Work instruction
For each line of the data below, copy it if it holds the word "white".

Source data
....................

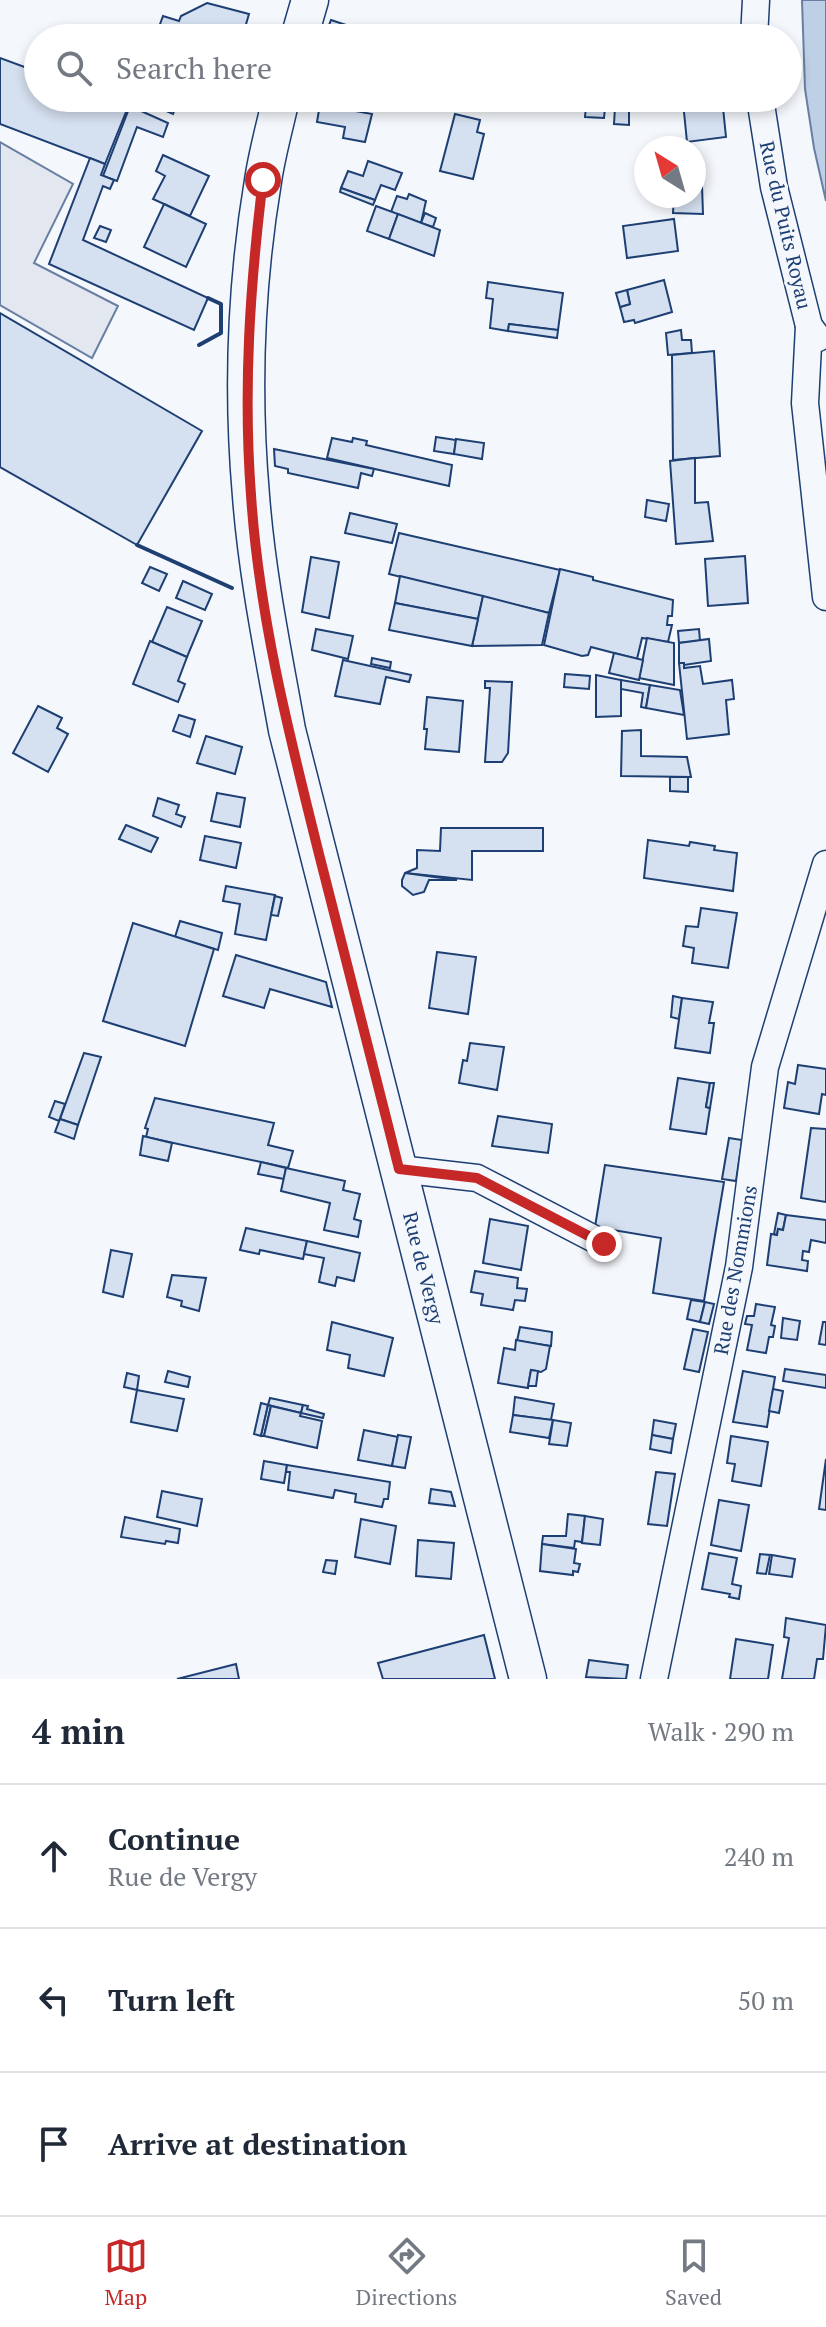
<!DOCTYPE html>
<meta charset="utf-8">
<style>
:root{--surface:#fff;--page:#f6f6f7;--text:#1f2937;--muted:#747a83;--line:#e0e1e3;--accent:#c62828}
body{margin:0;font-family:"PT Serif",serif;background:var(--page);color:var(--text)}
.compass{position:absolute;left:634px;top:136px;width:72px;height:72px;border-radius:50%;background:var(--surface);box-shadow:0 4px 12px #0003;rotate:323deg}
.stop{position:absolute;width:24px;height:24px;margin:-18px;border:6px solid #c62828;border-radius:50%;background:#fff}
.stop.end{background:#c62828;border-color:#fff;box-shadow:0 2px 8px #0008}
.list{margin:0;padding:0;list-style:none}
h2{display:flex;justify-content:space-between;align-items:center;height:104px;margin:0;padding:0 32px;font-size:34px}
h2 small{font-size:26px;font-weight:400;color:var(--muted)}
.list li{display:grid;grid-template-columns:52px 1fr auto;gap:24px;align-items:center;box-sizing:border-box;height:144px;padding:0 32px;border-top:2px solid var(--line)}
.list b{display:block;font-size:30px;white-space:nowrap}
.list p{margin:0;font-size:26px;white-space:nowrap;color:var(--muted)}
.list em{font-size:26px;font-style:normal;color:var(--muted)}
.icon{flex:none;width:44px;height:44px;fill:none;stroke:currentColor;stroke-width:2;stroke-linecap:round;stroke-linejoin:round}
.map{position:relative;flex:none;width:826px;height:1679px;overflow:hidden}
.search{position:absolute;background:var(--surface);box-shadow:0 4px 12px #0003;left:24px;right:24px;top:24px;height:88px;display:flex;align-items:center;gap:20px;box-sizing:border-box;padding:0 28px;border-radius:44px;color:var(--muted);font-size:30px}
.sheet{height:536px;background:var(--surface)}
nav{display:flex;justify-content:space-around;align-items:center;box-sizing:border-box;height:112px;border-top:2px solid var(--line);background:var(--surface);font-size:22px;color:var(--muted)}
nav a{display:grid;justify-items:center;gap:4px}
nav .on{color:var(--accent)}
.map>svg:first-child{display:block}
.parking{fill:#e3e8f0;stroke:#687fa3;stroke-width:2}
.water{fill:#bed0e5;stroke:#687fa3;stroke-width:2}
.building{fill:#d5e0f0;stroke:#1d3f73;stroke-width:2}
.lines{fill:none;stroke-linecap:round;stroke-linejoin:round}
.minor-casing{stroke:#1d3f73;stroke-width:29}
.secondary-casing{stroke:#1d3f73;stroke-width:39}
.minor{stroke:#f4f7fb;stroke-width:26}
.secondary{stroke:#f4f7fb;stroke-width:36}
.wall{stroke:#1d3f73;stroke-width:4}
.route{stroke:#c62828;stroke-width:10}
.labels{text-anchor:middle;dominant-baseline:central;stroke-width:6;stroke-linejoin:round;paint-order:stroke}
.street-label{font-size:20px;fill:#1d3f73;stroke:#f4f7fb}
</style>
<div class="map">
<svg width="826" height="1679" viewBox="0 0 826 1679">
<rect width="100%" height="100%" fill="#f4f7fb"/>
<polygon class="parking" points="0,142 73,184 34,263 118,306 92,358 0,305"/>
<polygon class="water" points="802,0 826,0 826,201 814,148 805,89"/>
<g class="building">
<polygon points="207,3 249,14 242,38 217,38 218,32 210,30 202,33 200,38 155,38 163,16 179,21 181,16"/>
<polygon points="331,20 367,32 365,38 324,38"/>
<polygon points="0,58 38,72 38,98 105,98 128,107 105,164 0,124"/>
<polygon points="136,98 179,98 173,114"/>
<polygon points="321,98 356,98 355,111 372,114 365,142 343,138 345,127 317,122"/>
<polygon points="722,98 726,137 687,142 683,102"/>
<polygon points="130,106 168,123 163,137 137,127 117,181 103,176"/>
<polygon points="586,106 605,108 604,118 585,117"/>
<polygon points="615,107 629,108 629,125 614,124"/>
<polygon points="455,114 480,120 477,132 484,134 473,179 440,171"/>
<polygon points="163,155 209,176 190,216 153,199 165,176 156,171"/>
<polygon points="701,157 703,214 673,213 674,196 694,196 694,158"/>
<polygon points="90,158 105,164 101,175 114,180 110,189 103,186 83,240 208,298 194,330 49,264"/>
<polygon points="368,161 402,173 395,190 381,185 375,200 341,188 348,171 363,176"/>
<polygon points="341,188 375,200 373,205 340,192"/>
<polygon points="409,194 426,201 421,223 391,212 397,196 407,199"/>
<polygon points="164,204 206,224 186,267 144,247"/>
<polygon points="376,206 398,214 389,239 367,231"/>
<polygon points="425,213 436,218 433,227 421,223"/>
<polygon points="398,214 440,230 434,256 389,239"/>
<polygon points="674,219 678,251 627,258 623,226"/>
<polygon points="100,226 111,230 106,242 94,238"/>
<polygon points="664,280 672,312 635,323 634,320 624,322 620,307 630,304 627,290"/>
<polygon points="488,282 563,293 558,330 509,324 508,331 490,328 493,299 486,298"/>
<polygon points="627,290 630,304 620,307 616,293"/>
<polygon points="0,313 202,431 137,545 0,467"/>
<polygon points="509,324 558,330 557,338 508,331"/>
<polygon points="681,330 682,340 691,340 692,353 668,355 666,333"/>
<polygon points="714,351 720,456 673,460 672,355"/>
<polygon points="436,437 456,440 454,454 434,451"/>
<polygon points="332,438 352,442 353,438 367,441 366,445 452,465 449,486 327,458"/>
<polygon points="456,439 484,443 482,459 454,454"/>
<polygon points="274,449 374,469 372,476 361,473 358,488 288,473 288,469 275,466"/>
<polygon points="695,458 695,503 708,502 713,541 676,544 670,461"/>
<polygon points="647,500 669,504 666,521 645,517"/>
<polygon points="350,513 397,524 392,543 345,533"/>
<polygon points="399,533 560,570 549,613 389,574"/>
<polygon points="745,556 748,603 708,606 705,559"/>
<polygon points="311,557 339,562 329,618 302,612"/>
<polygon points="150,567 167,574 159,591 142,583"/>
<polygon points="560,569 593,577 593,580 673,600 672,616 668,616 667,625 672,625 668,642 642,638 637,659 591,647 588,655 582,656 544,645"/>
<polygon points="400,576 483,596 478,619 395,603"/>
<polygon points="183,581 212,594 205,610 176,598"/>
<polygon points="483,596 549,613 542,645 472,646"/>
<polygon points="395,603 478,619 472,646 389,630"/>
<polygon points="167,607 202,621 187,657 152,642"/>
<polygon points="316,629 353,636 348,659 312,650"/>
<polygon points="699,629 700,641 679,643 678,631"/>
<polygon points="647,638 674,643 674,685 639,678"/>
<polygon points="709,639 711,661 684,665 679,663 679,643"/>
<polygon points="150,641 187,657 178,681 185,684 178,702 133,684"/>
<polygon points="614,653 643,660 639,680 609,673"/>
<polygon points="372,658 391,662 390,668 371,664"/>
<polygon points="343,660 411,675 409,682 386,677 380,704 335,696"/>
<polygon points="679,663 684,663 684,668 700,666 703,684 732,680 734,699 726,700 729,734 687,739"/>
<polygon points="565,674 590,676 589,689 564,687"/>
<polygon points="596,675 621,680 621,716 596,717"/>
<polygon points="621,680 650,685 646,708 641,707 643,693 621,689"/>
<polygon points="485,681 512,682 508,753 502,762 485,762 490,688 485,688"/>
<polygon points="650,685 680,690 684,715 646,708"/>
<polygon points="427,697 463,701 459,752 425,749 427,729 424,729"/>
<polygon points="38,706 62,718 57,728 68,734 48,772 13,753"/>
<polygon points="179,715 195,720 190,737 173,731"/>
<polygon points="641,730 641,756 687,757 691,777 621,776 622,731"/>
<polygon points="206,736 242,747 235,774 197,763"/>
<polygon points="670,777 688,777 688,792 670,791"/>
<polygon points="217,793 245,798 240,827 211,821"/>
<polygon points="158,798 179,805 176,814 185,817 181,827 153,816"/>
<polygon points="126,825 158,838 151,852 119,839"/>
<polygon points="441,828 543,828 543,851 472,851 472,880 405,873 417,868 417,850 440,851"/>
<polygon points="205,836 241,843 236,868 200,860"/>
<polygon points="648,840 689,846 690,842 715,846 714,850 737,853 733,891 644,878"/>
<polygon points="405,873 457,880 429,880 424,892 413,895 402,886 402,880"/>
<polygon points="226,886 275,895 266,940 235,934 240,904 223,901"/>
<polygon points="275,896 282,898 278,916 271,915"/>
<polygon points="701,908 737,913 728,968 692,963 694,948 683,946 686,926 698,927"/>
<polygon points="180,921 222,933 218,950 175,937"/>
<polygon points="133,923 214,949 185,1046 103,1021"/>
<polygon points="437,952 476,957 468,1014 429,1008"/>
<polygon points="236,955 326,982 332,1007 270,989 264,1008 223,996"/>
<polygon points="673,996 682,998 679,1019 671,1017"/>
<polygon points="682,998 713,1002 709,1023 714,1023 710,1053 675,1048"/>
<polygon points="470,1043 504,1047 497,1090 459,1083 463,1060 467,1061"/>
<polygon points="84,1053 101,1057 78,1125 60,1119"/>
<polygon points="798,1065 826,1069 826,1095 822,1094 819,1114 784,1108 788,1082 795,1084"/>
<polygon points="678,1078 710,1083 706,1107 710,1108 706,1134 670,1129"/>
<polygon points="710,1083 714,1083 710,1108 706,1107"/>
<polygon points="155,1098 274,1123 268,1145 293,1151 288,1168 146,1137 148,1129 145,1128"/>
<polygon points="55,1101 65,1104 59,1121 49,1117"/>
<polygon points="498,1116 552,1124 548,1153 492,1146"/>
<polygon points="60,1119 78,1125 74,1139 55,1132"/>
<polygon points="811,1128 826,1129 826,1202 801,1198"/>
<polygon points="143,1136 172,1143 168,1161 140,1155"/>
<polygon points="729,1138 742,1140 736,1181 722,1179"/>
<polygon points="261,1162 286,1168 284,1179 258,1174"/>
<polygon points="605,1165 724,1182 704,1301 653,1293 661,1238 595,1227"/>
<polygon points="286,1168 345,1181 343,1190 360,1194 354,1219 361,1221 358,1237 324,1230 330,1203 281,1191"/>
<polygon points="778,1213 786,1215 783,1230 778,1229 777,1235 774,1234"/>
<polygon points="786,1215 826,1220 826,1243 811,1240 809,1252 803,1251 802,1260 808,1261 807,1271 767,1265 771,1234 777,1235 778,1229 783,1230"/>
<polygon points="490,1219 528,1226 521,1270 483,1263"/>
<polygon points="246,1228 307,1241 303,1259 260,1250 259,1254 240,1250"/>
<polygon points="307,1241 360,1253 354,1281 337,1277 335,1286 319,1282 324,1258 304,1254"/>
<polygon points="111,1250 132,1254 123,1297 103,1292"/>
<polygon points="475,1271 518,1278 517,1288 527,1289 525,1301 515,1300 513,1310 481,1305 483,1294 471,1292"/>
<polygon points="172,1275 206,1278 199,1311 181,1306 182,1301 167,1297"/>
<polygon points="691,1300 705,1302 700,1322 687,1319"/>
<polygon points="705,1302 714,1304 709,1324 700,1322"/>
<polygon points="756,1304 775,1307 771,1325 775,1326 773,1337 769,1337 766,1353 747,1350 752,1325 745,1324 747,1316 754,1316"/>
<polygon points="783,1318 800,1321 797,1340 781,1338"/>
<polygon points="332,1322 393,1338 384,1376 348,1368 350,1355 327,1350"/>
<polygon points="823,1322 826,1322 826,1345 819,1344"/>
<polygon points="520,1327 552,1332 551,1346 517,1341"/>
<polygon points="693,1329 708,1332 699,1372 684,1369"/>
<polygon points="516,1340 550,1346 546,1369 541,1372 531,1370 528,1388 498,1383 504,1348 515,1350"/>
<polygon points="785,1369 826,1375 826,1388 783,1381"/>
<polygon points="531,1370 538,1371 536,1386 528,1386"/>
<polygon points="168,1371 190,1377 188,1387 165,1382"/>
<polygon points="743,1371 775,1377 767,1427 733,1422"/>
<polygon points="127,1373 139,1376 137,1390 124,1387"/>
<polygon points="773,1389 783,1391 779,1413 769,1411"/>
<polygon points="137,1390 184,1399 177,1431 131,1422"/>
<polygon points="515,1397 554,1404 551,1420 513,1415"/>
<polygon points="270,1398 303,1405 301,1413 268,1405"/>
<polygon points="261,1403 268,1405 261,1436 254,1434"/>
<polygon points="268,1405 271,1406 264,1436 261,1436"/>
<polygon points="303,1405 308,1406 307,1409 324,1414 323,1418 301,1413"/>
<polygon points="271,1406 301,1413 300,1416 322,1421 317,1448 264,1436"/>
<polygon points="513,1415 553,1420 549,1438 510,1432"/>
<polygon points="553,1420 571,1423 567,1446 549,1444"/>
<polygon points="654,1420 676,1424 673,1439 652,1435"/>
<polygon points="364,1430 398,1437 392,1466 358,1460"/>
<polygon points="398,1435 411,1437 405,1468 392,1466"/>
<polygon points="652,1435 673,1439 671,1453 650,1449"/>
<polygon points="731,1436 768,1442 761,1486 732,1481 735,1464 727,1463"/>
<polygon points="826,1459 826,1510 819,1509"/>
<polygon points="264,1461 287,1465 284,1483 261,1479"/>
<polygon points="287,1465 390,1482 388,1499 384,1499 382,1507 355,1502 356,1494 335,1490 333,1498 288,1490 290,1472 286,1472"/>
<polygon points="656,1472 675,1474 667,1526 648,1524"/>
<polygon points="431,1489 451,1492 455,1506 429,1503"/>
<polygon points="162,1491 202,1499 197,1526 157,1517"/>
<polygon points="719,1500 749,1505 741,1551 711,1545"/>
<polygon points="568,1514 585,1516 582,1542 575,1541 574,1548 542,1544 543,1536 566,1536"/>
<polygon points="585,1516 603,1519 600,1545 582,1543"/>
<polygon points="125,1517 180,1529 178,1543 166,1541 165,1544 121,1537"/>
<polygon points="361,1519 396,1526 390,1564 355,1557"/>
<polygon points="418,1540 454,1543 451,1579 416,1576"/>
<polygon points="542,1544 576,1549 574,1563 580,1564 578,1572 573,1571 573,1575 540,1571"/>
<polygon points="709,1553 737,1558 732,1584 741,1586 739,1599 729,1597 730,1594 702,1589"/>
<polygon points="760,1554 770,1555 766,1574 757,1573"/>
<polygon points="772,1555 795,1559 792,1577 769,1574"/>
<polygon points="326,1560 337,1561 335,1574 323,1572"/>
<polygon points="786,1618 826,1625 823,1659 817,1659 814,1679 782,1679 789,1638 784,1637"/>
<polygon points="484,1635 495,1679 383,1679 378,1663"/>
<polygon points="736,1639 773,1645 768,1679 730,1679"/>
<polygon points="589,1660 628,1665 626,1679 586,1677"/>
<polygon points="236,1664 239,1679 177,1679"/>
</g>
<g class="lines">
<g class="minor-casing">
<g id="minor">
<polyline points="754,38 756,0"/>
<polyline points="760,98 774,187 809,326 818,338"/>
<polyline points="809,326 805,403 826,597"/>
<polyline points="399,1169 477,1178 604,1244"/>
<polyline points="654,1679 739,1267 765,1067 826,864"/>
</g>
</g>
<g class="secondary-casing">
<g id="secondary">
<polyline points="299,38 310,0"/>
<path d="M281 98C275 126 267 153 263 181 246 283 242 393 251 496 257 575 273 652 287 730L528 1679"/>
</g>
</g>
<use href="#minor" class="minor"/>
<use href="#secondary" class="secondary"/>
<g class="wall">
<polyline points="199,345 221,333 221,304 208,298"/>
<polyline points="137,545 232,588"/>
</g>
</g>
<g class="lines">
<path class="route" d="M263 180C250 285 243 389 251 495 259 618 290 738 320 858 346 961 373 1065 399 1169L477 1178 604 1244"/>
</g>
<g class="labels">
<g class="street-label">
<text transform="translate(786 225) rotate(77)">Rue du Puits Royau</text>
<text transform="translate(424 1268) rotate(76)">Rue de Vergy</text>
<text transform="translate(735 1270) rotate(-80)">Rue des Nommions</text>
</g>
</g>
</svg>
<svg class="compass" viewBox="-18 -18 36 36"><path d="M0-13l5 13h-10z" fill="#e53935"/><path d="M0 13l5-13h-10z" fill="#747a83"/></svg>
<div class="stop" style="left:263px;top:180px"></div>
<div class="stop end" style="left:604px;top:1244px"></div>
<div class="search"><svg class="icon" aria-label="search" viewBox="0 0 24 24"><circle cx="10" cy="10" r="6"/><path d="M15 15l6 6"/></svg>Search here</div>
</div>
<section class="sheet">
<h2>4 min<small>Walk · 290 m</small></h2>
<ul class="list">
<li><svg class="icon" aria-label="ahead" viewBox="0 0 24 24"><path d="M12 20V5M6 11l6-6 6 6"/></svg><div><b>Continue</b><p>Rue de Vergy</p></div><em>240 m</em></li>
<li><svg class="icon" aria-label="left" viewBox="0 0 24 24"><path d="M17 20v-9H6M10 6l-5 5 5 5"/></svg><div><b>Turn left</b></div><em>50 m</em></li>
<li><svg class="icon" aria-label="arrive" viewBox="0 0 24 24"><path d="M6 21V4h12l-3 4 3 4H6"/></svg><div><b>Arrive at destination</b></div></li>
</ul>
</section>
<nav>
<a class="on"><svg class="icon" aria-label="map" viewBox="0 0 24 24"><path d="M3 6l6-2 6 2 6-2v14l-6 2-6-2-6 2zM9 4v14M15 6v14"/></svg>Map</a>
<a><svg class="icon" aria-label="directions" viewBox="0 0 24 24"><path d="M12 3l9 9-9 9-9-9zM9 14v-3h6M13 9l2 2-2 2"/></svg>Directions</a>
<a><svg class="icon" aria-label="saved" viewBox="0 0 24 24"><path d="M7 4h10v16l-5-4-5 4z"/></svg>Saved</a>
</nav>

....................

Result below
.list b{display:block;font-size:30px;white-space:nowrap}
.list p{margin:0;font-size:26px;white-space:nowrap;color:var(--muted)}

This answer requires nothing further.